The US-led anti-IS coalition provided helicopter transport for the Iraqi raid in al-Rutba.
Iraqi commandos killed a suspected Islamic State (IS) financier and captured an IS leader in an operation in western Anbar province on Monday, according to Iraq’s Defense Ministry.
Soldiers of Iraq’s Counter-Terrorism Service (CTS) were dropped in al-Rutba district by helicopters of the US-led coalition, coalition spokesperson Capt. Jose Uriarte told Al-Monitor via email.

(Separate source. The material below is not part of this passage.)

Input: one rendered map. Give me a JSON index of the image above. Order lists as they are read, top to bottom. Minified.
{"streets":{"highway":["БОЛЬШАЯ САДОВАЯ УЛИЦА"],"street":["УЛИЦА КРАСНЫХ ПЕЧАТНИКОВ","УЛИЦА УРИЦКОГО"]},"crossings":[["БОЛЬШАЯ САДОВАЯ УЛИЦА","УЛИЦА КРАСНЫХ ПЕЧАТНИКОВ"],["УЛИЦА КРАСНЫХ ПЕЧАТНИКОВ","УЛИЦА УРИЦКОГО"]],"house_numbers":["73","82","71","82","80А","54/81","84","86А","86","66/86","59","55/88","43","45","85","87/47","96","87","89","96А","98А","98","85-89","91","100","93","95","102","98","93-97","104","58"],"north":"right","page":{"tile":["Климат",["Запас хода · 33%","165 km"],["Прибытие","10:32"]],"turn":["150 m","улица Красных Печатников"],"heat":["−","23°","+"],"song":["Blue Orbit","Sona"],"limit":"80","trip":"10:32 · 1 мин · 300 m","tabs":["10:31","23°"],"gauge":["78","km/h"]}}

Iraq’s Security Media Cell described the killed suspect as a “major financier” of IS in the predominantly Sunni Anbar province.
Neither a spokesperson for Iraq’s Defense Ministry nor one for Iraq’s CTS returned requests for comment.
Iraq’s security forces have arrested more than a dozen suspected IS operatives across the country over the past several days. The CTS said today its soldiers thwarted an attempted bombing in a Baqubah market.
Earlier this week, Iraq’s Defense Minister Juma Inad Saadoun visited the Anbar Operations Room to discuss continuing operations against IS cells in the western desert. On Saturday, Iraqi forces got into a skirmish in the Anbar desert with suspected IS militants, the Defense Ministry said.
Iraq’s military also continues to uncover weapons stashes in the desert near the Syrian border, the Defense Ministry said.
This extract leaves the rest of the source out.